8.2. Once the impact of force majeure on the order has been verified, ADIRA will inform the buyer of this fact, in writing, within a maximum period of fifteen days from the date of such occurrence or knowledge thereof.
8.3. In this case, the agreed delivery period will be automatically considered extended for the exact same period as the force majeure continues, during which no compensation, in this regard, or penalty, will be owed by ADIRA to the buyer.
9. Transmission of contractual position
9.1. ADIRA may, without the buyer's prior consent, transmit its contractual position to companies that are directly or indirectly involved in the company Efanor, SGPS, SA, by means of written communication to the buyer.
9.2 The buyer may not convey its position in the contract without the prior written consent of ADIRA .
10. Intellectual Property
10.1. All intellectual property rights over designs, models, patents, utility models, distinctive commercial signs, projects or any other documents of which the buyer is aware or which are made available to him, within the scope of the concluded sales contract, are the property of ADIRA , and cannot be used for other purposes or transferred to third parties, without express authorization from ADIRA .
10.2. In case of violation of the provisions of the previous point (10.1.), the buyer will be responsible for compensating ADIRA for all losses caused to him.
11. Resolution
11.1. In case of serious non-compliance with the obligations of the sales contract by ADIRA , the buyer may terminate the sales contract, with 15 days' notice, provided that in prior written communication he has identified the non-compliance in question and has granted the ADD a minimum period of 30 days to regularize the situation without it having taken effect.
11.2. In addition to the legally and contractually foreseen cases and the buyer's breach of any of the obligations to which, through the concluded contract, he is bound, ADIRA may terminate the contract if the delay in payment referred to in clause 3.4 continues for more 30 days from the due date. In this case, the buyer will lose the deposit paid in favor of ADIRA , without prejudice to the buyer still being obliged to compensate ADIRA for all losses caused to it, including those relating to the assembly and disassembly of the equipment covered by the contract.

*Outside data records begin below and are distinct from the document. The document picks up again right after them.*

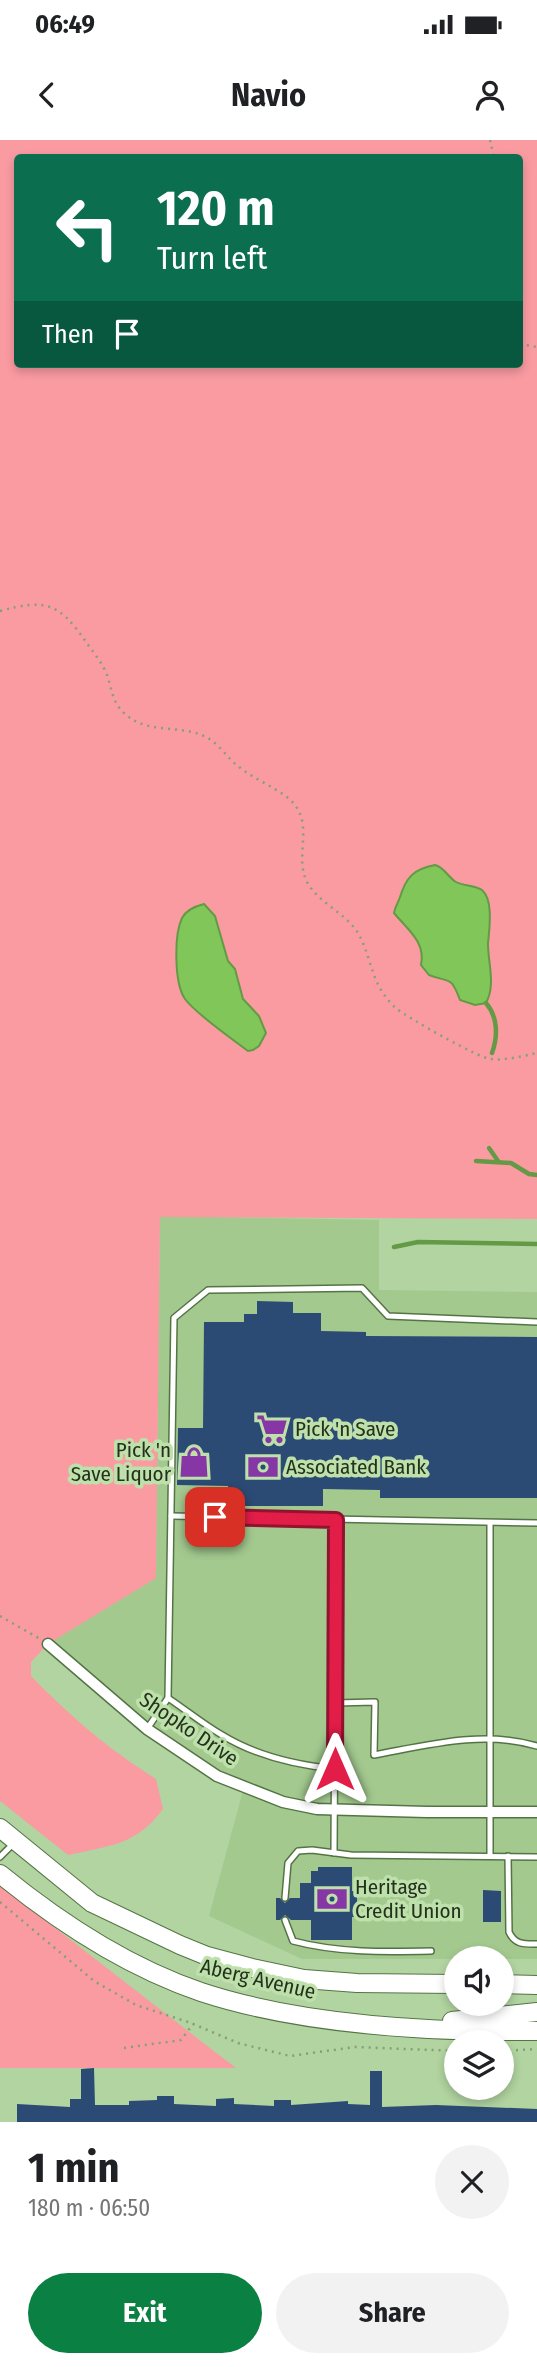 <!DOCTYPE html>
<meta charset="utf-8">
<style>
body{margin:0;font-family:"Fira Sans Condensed",sans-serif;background:#f2f2f2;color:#202124;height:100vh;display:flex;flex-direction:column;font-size:26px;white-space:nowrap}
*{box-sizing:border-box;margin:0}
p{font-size:23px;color:#757577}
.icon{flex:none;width:38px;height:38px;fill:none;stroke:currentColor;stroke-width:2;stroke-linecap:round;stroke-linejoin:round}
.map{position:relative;height:1982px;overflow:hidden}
.panel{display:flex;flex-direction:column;background:#fff;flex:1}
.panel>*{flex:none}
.hud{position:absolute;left:14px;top:14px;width:509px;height:214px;border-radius:7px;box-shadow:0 4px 10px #0003;background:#0b6e4f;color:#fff;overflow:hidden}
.buttons{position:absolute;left:444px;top:1806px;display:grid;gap:14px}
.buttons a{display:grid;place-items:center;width:70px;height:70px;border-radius:50%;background:#fff;box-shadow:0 4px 10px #0003;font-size:35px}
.pin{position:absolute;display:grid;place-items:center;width:60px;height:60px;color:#fff;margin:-30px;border-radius:14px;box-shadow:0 4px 10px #0006}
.me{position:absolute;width:77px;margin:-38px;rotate:0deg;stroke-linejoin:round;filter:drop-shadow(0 0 5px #0008)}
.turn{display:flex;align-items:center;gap:24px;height:147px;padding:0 28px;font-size:32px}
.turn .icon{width:91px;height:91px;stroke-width:2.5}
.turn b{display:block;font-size:49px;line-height:60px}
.then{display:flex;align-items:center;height:66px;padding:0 28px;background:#0003;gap:14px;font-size:26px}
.round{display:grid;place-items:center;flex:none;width:74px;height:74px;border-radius:37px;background:#f2f2f2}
.head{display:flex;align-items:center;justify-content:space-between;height:119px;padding:0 28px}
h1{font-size:42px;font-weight:700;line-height:52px}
.cta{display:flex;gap:14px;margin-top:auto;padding:14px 28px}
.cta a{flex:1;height:80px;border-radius:42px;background:#0b8043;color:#fff;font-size:28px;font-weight:700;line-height:80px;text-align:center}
.cta a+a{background:#f2f2f2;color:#202124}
.status{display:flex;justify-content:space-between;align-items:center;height:49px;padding:0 35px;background:#fff;direction:ltr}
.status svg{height:19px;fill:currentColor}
header{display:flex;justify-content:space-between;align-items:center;height:91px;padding:0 28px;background:#fff;font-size:32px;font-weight:700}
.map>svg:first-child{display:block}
.built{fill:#a3c98f}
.green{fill:#fa9ba2;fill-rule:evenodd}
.water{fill:#80c658;stroke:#649946;stroke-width:2}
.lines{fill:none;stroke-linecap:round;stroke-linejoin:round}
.stream{stroke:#649946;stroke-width:4.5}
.building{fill:#2b4b74}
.lane-casing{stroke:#557445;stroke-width:8}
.street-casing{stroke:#557445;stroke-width:13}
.primary-casing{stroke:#557445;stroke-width:20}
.path{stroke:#84a076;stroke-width:2.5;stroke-dasharray:2 5;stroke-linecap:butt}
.lane{stroke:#fff;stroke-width:5}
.street{stroke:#fff;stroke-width:10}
.primary{stroke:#fff;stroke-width:18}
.route-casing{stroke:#92132f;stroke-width:18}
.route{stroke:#e11d48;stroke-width:12}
.labels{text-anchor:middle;stroke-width:7;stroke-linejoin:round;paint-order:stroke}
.poi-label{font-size:21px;fill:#24311d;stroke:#bee1ac;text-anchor:start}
.street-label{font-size:21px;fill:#24311d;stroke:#bee1ac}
</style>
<div class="status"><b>06:49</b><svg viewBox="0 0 49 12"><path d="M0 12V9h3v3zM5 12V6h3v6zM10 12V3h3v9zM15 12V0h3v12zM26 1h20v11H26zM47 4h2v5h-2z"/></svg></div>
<header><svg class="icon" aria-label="back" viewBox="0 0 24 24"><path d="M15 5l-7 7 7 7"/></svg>Navio<svg class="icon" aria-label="person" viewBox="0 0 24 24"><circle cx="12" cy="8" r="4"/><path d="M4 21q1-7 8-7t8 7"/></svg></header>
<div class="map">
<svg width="537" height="1982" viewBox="0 0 537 1982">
<rect width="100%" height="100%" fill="#b1d4a0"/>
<polygon class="built" points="160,1076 379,1080 379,1150 537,1152 537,1819 302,1819 209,1776 244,1647 147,1589 48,1504 156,1437"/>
<g class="green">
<path d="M0 0H537V1079L160 1077 156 1438 48 1504 31 1522V1536C72 1578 106 1607 156 1639L163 1669C137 1705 109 1706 68 1715L0 1661ZM18 18H520V224H18Z"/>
<polygon points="0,1745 215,1912 236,1928 0,1928"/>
</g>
<g class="water">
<path d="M435 725C444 727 448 737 456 742 463 746 476 745 482 750 494 760 489 791 488 804 488 823 496 845 486 863L475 865 460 860C451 836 451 843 429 835L421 825C426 802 407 789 394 773 395 767 398 763 400 757 406 738 413 729 435 725Z"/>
<path d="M204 764 215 776 228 821 235 829 243 859 259 876 266 893 259 906 253 910 248 911C231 898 196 874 185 859 174 843 174 795 182 778 186 770 196 766 204 764Z"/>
</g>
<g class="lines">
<g class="stream">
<path d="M486 863C498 877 498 896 492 913"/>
<polyline points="489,1008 498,1021"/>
<polyline points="476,1021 511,1023 529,1034 537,1035"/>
<polyline points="394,1107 418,1102 537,1104"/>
</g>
</g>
<g class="building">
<polygon points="257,1161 293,1162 293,1173 321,1173 321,1191 366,1192 366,1196 537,1197 537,1358 380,1358 380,1350 323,1349 323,1366 227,1366 228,1346 177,1345 178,1288 203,1288 204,1182 244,1182 244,1174 257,1174"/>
<polygon points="318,1727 352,1727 352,1751 357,1751 357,1777 352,1777 352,1800 311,1800 311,1780 291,1780 285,1775 280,1780 276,1780 276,1758 280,1758 285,1763 290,1758 300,1758 300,1743 311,1743 311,1731 318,1731"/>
<polygon points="483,1750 501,1751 501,1782 483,1782"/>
<polygon points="94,1928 95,1965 129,1965 129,1961 157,1960 157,1956 174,1956 174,1964 216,1966 216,1959 234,1958 234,1964 274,1966 274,1960 291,1960 291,1965 348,1961 348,1964 370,1965 370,1931 382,1931 382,1967 436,1965 537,1969 537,1982 17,1982 17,1964 70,1967 70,1959 81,1959 81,1929"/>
</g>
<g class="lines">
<defs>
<g id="lane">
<polyline points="171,1376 537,1383"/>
<path d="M168 1558C186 1570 203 1584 222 1595 256 1616 296 1625 335 1629"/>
<path d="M335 1563 375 1562 374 1615C428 1605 483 1590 537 1606"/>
<polyline points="147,1589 168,1558 174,1178 208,1150 362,1148 388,1176 537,1182"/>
<polyline points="334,1713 336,1380"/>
<polyline points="490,1716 490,1383"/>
<path d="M508 1716 509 1792C515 1805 524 1804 537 1804"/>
<polyline points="0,1717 15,1702"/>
<polyline points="285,1758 288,1723 298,1711 312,1710 351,1715 537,1717"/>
<path d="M285 1780 293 1801C338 1813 385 1812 431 1811"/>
</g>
<polyline id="street" points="48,1504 147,1589 217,1636 283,1662 317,1669 427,1672 537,1672"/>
<g id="primary">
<polyline points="0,1688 92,1763 180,1805 207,1816 252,1828 304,1839 357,1843 457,1844"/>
<path d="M0 1734C60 1783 127 1827 201 1852 301 1885 431 1892 537 1891"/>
<polyline points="502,1844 537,1845"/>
<polyline points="452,1881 537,1872"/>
</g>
</defs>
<use href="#lane" class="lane-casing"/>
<use href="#street" class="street-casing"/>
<use href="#primary" class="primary-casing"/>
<g class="path">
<polyline points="490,0 494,18"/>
<polyline points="520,204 537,207"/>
<path d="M0 471C44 459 58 462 84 499 92 511 102 522 107 535 112 549 112 562 124 573 147 595 178 584 204 596 218 602 227 618 239 627 254 639 273 646 288 658 317 682 293 714 307 742 318 762 343 772 356 790 369 809 370 834 383 853 387 859 392 865 397 869 410 879 477 917 490 919 505 921 522 916 537 913"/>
<polyline points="0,1476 40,1499"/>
<polyline points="0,1762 94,1841 136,1865 191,1883 238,1903 290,1916 355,1907 457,1911"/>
<polyline points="124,1908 181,1900 193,1884"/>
<polyline points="502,1911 537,1909"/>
</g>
<use href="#lane" class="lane"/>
<use href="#street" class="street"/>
<use href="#primary" class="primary"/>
</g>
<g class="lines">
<defs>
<polyline id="route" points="215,1377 336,1380 335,1629"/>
</defs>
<use href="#route" class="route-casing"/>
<use href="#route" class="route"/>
</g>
<defs>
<symbol id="supermarket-bare" viewBox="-9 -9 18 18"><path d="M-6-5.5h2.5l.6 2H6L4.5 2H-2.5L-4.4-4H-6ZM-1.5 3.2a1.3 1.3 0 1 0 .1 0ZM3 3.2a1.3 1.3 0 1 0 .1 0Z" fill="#8736a6" stroke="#bee1ac" stroke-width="2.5" paint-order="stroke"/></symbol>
<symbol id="shop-bare" viewBox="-9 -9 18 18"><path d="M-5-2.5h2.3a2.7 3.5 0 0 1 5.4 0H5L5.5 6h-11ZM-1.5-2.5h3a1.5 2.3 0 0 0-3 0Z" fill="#8736a6" stroke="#bee1ac" stroke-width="2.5" paint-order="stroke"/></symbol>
<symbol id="bank-bare" viewBox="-9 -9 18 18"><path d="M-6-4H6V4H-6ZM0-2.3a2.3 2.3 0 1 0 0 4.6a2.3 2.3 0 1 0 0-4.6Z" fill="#8736a6" stroke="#bee1ac" stroke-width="2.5" paint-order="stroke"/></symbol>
</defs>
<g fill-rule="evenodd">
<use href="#supermarket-bare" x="250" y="1267" width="44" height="44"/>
<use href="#shop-bare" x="172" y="1300" width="44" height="44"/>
<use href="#bank-bare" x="241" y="1305" width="44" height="44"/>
<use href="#bank-bare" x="310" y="1737" width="44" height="44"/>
</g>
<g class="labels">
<g class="poi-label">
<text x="295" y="1296">Pick 'n Save</text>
<text x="171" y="1317" text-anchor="end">Pick 'n<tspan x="171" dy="24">Save Liquor</tspan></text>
<text x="286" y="1334">Associated Bank</text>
<text x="355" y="1754">Heritage<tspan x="355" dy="24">Credit Union</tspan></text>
</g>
<g class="street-label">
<text transform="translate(189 1589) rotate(34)" y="7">Shopko Drive</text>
<text transform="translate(258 1839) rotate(13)" y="7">Aberg Avenue</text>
</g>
</g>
</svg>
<div class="buttons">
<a><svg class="icon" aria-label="sound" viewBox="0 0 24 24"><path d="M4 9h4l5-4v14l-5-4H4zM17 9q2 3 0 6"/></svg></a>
<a><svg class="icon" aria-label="layers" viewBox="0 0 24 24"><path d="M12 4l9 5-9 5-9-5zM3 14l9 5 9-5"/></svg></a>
</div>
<div class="pin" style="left:215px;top:1377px;background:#d93025"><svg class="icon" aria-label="arrive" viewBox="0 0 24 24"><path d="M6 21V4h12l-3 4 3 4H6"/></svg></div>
<svg class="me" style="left:335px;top:1629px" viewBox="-20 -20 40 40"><path d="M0-17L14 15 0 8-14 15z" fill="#e11d48" stroke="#fff" stroke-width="4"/></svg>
<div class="hud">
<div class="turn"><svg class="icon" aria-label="left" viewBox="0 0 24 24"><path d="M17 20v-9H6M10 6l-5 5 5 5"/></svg><div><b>120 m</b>Turn left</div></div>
<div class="then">Then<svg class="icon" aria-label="arrive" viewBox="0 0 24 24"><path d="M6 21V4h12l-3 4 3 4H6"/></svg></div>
</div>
</div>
<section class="panel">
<div class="head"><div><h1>1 min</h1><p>180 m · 06:50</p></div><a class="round"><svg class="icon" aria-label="close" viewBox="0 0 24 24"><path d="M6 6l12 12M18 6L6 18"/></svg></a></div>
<div class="cta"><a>Exit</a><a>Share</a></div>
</section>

11.3. Without prejudice to the provisions of the previous paragraph, the parties agree that, after a tolerance of 15 days, for each day of delay on the part of the buyer in collecting the machine from ADIRA's facilities , the buyer will pay ADIRA as a penalty clause the amount €100 (one hundred euros).
11.4. ADIRA may also terminate the sales contract if the buyer is declared insolvent or submits to the special revitalization process.
11.5. It is also a resolutive condition of the purchase and sale contract that there are any international sanctions that prevent the transaction from being carried out in the country of destination or with the Customer in question, as well as the denial of the export license if necessary. The customer is obliged to cooperate in sending all necessary or relevant information requested for this purpose.
12. Applicable law and competent forum
12.1. The contract will be governed by Portuguese law.
12.2. If it is not possible to obtain an amicable solution to the dispute, the Court of Justice will be territorially competent to assess and decide any and all disputes or doubts arising from the validity, interpretation, and/or execution of the contract, which are not consensually resolved. District of Maia, forum that the parties agree to expressly waiving any other.
13. Omissions
13.1. Failing this, the general principles of Orgalime (Association of European Engineering Industries), which the parties declare to know, will apply, as well as the rules resulting from Incoterm Ex Works (Incoterms 2020), which the parties declare to know and accept.